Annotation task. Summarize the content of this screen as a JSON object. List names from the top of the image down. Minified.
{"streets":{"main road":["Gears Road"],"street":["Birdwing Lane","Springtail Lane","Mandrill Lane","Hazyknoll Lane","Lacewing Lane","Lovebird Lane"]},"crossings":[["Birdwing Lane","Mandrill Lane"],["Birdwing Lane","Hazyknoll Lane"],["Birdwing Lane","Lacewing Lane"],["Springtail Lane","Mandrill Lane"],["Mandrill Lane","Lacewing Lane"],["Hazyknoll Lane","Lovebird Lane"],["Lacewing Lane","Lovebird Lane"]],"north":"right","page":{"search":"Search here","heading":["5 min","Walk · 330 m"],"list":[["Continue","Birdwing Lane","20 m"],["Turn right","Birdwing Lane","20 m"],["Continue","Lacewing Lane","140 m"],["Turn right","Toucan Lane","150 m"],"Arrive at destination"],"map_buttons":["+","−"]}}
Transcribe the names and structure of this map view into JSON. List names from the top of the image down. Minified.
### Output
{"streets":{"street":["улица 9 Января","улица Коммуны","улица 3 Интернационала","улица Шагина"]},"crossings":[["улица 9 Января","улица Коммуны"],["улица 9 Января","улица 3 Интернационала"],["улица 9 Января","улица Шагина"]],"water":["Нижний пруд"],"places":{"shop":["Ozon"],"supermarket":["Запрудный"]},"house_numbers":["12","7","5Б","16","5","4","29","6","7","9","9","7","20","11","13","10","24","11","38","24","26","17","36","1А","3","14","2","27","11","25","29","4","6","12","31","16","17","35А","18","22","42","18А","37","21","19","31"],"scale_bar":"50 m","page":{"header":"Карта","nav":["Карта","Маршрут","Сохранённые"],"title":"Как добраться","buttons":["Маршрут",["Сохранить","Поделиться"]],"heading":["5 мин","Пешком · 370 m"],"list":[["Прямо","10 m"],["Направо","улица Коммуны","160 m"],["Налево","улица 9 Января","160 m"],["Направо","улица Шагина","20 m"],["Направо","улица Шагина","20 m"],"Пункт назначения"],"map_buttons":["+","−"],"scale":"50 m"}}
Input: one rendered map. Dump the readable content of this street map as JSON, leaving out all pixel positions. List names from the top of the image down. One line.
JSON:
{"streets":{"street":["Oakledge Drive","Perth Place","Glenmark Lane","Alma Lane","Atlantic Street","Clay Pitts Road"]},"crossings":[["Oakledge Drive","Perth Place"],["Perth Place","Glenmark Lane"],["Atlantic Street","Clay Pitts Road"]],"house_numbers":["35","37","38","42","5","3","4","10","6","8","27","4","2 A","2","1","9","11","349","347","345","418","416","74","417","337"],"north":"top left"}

Directions:
All lines above are to be transcribed exactly.

The answer:
Annotation task. Summarize the content of this screen as a JSON object. List names from the top of the image down. Minified.
{"streets":{"main road":["Gears Road"],"street":["Birdwing Lane","Springtail Lane","Mandrill Lane","Hazyknoll Lane","Lacewing Lane","Lovebird Lane"]},"crossings":[["Birdwing Lane","Mandrill Lane"],["Birdwing Lane","Hazyknoll Lane"],["Birdwing Lane","Lacewing Lane"],["Springtail Lane","Mandrill Lane"],["Mandrill Lane","Lacewing Lane"],["Hazyknoll Lane","Lovebird Lane"],["Lacewing Lane","Lovebird Lane"]],"north":"right","page":{"search":"Search here","heading":["5 min","Walk · 330 m"],"list":[["Continue","Birdwing Lane","20 m"],["Turn right","Birdwing Lane","20 m"],["Continue","Lacewing Lane","140 m"],["Turn right","Toucan Lane","150 m"],"Arrive at destination"],"map_buttons":["+","−"]}}
Transcribe the names and structure of this map view into JSON. List names from the top of the image down. Minified.
### Output
{"streets":{"street":["улица 9 Января","улица Коммуны","улица 3 Интернационала","улица Шагина"]},"crossings":[["улица 9 Января","улица Коммуны"],["улица 9 Января","улица 3 Интернационала"],["улица 9 Января","улица Шагина"]],"water":["Нижний пруд"],"places":{"shop":["Ozon"],"supermarket":["Запрудный"]},"house_numbers":["12","7","5Б","16","5","4","29","6","7","9","9","7","20","11","13","10","24","11","38","24","26","17","36","1А","3","14","2","27","11","25","29","4","6","12","31","16","17","35А","18","22","42","18А","37","21","19","31"],"scale_bar":"50 m","page":{"header":"Карта","nav":["Карта","Маршрут","Сохранённые"],"title":"Как добраться","buttons":["Маршрут",["Сохранить","Поделиться"]],"heading":["5 мин","Пешком · 370 m"],"list":[["Прямо","10 m"],["Направо","улица Коммуны","160 m"],["Налево","улица 9 Января","160 m"],["Направо","улица Шагина","20 m"],["Направо","улица Шагина","20 m"],"Пункт назначения"],"map_buttons":["+","−"],"scale":"50 m"}}
Input: one rendered map. Dump the readable content of this street map as JSON, leaving out all pixel positions. List names from the top of the image down. One line.
JSON:
{"streets":{"street":["Oakledge Drive","Perth Place","Glenmark Lane","Alma Lane","Atlantic Street","Clay Pitts Road"]},"crossings":[["Oakledge Drive","Perth Place"],["Perth Place","Glenmark Lane"],["Atlantic Street","Clay Pitts Road"]],"house_numbers":["35","37","38","42","5","3","4","10","6","8","27","4","2 A","2","1","9","11","349","347","345","418","416","74","417","337"],"north":"top left"}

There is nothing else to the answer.